Use the following algorithm to calculate the default values:
minperm
(in pages) = ((number of page frames)-1024) * 0.2
maxperm
(in pages) = ((number of page frames)-1024) * 0.8
Use the following command to change the value of the minperm
parameter to 5 percent of the total number of page frames, and the value of the maxperm
parameter to 20 percent of the total number of page frames:
# /usr/sbin/vmo -o minperm%=5 -o maxperm%=20
The default values are 20 percent and 80 percent, respectively.
To optimize for quick response when opening new database connections, adjust the minfree
parameter to maintain enough free pages in the system to load the application into memory without adding additional pages to the free list. To determine the real memory size (resident set size, working set) of a process, use the following command:
$ ps v process_id
Set the minfree
parameter to this value or to 8 frames, whichever is larger.

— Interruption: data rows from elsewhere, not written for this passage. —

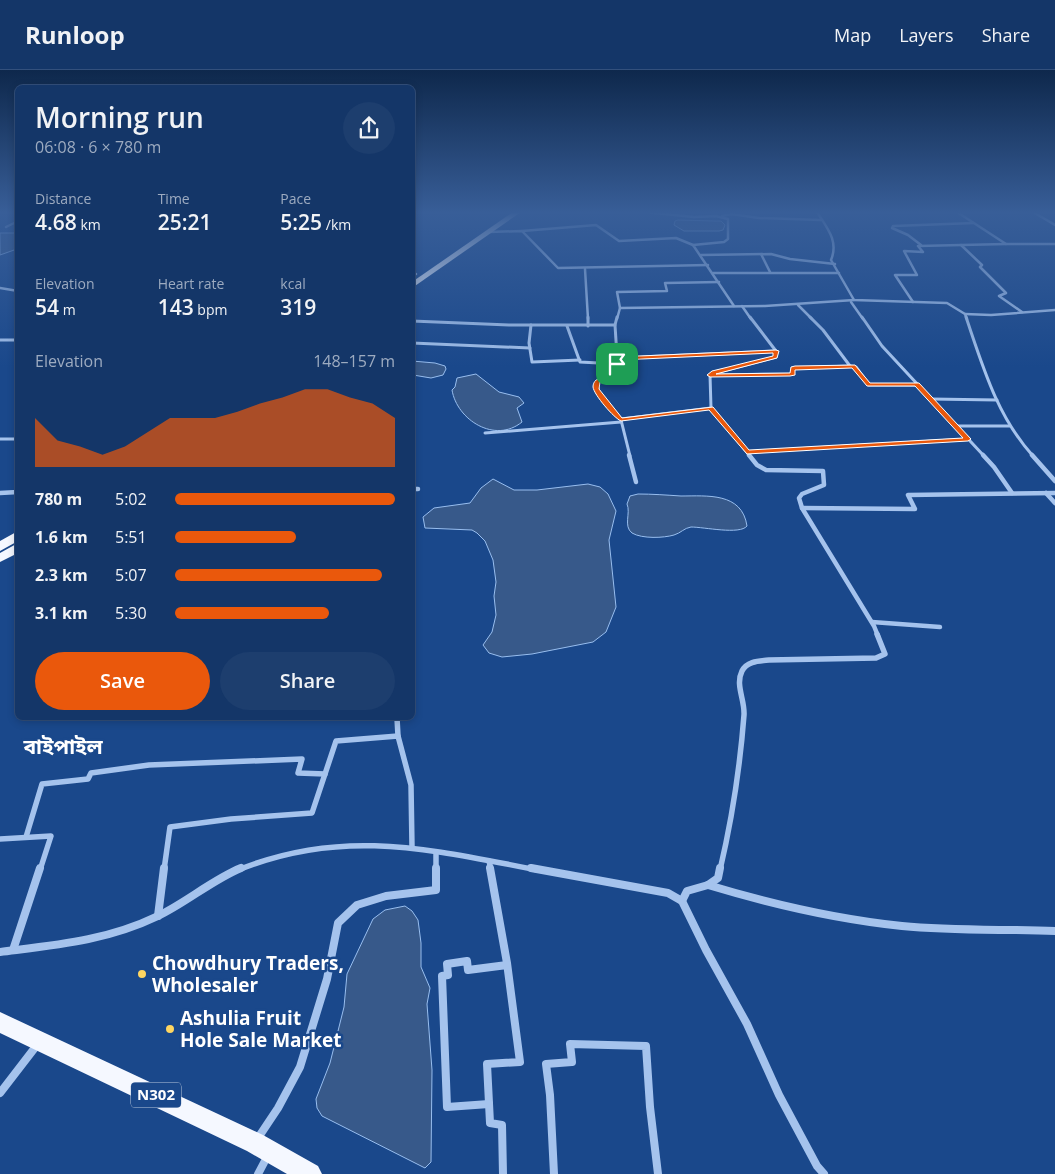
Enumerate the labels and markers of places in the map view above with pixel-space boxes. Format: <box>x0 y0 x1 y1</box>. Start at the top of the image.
pin <box>596 343 638 385</box>
place label: Chowdhury Traders, Wholesaler <box>152 950 344 998</box>
marker: Chowdhury Traders, Wholesaler <box>136 968 148 980</box>
place label: Ashulia Fruit Hole Sale Market <box>180 1005 341 1053</box>
marker: Ashulia Fruit Hole Sale Market <box>164 1023 176 1035</box>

If you are using Direct Input-Output, then you can set the minperm
and maxperm
parameters to low values. For example, 5 percent and 20 percent, respectively. This is because the AIX file buffer cache is not used for Direct Input-Output. The memory may be better used for other purposes, such as for the Oracle System Global Area.
Inadequate paging space (swap space) usually causes the system to stop responding or show very slow response times. On AIX, you can dynamically add paging space on raw disk partitions. The amount of paging space you should configure depends on the amount of physical memory present and the paging space requirements of the applications. Use the lsps
command to monitor paging space use and the vmstat
command to monitor system paging activities. To increase the paging space, use the smit pgsp
command.
If paging space is preallocated, then Oracle recommends that you set the paging space to a value larger than the amount of RAM. But on AIX, paging space is not allocated until required. The system uses swap space only if it runs out of real memory. If the memory is sized correctly, then there is no paging and the page space can be small. Workloads where the demand for pages does not fluctuate significantly perform well with a small paging space. Workloads likely to have peak periods of increased paging require enough paging space to handle the peak number of pages.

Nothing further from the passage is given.